#### WHAT TO PRODUCE
Repeat the stretch of entries below from the line with "content:''; display:block; margin:auto;" through the line with "function fillPath(path, color)". Include both ends and add nothing.

Items listed in a dataset:
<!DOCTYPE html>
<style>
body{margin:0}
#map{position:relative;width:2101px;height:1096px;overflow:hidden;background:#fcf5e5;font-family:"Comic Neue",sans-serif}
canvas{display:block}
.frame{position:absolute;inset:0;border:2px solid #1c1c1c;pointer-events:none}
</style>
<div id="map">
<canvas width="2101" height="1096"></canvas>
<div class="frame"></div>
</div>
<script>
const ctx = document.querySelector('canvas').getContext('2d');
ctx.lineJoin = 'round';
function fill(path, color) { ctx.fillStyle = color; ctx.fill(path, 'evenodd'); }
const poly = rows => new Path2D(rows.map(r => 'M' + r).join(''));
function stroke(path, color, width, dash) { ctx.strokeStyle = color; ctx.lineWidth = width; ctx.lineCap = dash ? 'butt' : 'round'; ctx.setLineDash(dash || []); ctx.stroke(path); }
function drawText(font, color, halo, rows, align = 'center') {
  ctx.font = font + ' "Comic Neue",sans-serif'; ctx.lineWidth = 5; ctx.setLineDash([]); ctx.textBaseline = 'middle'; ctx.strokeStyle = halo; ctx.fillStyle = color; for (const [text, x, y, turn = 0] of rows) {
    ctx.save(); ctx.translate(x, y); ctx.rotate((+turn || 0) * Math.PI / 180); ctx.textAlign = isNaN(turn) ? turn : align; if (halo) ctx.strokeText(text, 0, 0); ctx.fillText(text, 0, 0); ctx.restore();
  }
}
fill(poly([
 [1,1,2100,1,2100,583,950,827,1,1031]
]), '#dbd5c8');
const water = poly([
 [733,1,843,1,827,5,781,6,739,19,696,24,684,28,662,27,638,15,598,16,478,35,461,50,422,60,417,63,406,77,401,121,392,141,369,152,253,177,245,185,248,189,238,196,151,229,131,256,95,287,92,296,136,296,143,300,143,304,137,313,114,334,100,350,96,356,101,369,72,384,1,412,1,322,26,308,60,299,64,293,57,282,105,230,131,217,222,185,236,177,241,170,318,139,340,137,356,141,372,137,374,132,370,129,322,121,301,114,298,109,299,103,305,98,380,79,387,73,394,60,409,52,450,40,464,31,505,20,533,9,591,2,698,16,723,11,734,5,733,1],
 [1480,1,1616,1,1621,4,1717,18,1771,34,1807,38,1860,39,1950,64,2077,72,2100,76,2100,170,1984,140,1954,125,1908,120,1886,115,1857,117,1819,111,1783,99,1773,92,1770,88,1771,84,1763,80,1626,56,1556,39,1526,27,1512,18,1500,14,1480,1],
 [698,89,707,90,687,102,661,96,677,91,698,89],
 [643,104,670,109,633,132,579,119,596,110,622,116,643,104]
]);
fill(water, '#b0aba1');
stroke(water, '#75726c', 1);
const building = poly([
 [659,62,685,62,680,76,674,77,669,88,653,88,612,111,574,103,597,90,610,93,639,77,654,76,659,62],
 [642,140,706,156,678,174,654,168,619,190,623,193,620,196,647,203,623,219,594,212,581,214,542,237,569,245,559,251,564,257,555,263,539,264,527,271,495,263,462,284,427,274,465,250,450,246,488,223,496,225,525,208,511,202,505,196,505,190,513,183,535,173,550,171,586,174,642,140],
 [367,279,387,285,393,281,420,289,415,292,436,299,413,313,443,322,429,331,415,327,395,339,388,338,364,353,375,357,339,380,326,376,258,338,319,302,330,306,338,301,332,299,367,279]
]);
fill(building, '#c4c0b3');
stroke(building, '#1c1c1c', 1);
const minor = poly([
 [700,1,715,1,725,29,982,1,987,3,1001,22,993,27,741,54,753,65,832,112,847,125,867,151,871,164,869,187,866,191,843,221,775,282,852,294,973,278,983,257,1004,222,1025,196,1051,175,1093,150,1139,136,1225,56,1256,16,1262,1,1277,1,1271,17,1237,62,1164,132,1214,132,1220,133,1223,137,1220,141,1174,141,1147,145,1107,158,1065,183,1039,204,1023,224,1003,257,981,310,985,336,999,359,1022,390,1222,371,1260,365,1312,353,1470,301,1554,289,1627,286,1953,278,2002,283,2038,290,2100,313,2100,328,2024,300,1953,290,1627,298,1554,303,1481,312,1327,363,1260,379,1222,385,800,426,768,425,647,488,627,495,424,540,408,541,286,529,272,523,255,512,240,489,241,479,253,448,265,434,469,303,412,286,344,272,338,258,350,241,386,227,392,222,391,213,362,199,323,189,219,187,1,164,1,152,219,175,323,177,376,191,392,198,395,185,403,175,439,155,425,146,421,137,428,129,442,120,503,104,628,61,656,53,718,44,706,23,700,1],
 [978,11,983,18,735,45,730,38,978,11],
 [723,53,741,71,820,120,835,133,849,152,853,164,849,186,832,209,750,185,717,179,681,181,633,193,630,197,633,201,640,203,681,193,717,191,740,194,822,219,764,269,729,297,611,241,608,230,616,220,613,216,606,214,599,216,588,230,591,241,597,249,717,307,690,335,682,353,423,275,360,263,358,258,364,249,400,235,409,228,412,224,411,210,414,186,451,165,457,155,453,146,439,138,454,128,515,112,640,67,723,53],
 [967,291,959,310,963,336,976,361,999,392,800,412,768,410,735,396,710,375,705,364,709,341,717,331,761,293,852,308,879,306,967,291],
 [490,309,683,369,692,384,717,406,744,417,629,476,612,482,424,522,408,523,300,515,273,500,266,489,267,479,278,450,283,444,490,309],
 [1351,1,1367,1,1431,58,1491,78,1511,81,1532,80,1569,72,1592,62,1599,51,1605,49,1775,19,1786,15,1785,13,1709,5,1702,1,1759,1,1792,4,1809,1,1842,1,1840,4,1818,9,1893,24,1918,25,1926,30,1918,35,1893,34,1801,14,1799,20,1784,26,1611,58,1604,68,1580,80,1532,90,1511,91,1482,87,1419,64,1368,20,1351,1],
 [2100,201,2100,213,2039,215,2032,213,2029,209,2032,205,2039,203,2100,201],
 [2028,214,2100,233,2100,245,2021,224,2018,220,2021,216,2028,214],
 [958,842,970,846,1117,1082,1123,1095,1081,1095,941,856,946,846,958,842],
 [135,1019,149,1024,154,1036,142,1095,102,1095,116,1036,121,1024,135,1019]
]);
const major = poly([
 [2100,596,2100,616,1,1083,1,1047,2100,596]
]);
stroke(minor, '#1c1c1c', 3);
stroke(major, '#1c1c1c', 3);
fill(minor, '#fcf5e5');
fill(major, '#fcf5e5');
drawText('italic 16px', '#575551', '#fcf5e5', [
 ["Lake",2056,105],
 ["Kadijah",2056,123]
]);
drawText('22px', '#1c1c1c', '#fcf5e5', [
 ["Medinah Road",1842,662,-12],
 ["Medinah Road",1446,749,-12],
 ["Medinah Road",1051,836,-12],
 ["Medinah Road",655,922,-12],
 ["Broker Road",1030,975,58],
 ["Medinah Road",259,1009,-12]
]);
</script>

---

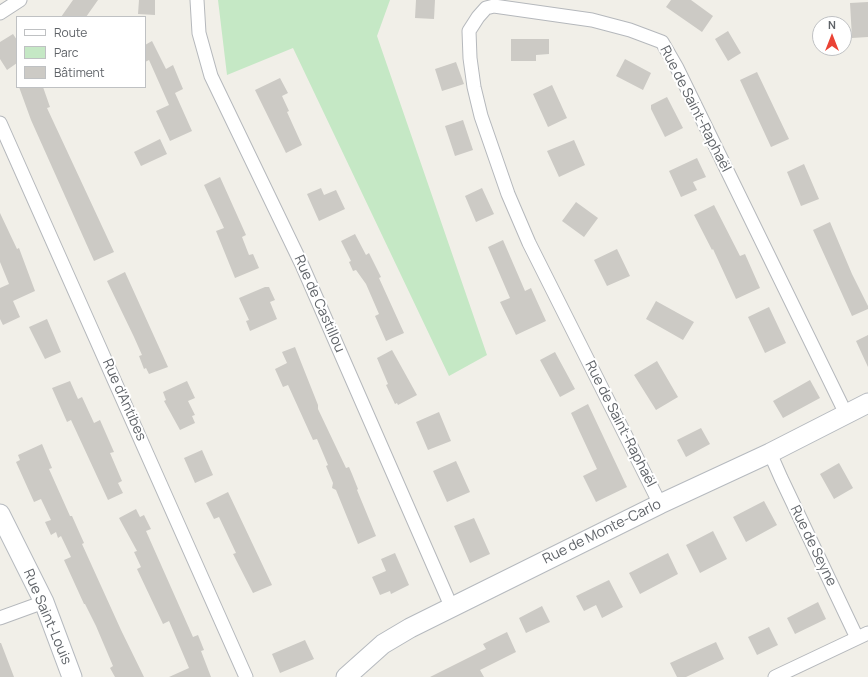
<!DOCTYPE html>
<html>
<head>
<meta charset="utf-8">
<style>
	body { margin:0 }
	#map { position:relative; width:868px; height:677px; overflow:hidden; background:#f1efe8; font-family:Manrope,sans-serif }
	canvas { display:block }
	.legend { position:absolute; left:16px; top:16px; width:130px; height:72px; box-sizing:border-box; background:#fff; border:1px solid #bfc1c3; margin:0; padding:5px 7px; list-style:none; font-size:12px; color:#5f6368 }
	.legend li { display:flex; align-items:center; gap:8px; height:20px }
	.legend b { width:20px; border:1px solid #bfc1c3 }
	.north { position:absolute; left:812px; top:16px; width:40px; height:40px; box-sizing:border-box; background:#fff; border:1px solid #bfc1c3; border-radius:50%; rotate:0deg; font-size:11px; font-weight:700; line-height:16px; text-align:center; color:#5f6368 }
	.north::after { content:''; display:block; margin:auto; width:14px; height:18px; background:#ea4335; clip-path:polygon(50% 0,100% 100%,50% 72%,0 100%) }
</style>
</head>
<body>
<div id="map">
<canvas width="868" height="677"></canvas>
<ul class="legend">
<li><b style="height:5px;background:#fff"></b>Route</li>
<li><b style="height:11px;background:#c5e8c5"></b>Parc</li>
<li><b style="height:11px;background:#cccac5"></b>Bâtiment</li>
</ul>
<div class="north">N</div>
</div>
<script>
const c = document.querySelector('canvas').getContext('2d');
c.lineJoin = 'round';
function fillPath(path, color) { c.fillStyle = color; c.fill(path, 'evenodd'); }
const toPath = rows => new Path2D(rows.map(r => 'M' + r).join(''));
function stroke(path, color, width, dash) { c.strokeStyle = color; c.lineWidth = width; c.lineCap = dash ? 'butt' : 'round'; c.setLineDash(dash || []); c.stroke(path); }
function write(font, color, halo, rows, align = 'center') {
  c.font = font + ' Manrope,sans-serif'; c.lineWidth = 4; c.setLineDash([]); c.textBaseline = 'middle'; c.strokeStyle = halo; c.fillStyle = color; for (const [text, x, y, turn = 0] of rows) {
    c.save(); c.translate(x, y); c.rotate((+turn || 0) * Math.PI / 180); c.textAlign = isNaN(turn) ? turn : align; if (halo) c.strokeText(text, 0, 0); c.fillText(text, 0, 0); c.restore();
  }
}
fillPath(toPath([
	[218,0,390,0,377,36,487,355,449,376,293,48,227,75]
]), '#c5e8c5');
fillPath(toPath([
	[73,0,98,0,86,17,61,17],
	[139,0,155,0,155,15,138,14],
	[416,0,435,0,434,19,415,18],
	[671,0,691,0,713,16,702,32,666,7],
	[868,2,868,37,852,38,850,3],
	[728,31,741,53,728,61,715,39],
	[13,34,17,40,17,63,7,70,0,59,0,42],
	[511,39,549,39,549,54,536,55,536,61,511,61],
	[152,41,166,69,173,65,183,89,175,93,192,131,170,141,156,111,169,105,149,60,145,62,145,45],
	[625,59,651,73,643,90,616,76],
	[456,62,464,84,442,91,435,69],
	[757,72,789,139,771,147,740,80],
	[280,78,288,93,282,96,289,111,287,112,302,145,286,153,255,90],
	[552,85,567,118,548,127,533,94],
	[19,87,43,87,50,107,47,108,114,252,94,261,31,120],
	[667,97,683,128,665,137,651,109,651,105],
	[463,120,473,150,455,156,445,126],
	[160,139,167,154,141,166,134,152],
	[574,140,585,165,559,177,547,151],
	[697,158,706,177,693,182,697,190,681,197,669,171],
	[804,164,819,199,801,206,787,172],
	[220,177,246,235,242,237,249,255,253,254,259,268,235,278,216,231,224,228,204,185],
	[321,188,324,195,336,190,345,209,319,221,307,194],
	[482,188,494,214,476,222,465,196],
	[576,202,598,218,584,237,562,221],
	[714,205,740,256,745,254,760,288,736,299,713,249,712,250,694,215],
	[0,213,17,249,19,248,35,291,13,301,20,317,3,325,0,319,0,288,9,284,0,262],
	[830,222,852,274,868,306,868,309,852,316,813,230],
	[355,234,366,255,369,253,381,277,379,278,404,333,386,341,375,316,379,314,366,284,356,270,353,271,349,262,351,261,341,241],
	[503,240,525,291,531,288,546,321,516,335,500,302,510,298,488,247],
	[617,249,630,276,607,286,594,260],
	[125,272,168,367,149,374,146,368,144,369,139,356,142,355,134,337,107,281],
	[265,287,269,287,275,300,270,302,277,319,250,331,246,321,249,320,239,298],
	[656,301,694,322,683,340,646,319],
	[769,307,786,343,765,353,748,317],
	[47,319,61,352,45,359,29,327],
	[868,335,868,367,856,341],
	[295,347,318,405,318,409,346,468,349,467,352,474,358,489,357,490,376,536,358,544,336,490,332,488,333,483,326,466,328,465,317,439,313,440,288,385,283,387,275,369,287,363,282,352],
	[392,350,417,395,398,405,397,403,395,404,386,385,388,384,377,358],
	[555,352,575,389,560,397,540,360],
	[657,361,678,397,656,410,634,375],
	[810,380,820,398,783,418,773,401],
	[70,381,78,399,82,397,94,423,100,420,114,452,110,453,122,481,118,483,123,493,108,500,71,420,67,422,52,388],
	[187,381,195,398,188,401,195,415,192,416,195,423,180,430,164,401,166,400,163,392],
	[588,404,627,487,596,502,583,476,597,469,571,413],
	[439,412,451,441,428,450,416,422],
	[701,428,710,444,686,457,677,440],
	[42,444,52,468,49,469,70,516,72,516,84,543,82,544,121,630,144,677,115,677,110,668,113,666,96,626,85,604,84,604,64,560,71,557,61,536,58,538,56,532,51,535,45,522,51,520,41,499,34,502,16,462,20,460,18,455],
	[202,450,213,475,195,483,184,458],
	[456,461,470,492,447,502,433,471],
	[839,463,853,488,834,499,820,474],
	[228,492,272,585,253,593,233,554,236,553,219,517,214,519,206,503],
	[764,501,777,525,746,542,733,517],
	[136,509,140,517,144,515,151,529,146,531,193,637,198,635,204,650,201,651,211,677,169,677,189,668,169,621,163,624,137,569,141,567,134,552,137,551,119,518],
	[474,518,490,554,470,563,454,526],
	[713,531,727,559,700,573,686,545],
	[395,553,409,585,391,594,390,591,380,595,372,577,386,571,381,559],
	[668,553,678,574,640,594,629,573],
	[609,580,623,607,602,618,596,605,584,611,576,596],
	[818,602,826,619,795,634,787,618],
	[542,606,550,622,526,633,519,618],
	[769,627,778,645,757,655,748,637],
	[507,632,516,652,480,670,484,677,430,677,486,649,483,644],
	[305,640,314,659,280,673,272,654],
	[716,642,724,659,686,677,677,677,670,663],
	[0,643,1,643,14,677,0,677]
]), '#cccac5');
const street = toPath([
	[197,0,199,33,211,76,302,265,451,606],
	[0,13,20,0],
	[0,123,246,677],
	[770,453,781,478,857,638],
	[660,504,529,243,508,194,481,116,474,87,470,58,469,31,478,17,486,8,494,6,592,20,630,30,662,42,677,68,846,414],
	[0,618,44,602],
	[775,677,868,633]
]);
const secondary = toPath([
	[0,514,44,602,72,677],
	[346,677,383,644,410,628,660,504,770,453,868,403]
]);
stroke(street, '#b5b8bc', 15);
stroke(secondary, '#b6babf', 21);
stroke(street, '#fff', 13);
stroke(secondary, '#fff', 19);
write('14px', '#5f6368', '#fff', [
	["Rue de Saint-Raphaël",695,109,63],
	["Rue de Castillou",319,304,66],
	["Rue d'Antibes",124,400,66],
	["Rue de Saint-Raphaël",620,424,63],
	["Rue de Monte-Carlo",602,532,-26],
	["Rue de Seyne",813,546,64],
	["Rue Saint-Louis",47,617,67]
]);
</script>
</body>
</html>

#### EXERCISE RESULT
	.north::after { content:''; display:block; margin:auto; width:14px; height:18px; background:#ea4335; clip-path:polygon(50% 0,100% 100%,50% 72%,0 100%) }
</style>
</head>
<body>
<div id="map">
<canvas width="868" height="677"></canvas>
<ul class="legend">
<li><b style="height:5px;background:#fff"></b>Route</li>
<li><b style="height:11px;background:#c5e8c5"></b>Parc</li>
<li><b style="height:11px;background:#cccac5"></b>Bâtiment</li>
</ul>
<div class="north">N</div>
</div>
<script>
const c = document.querySelector('canvas').getContext('2d');
c.lineJoin = 'round';
function fillPath(path, color) { c.fillStyle = color; c.fill(path, 'evenodd'); }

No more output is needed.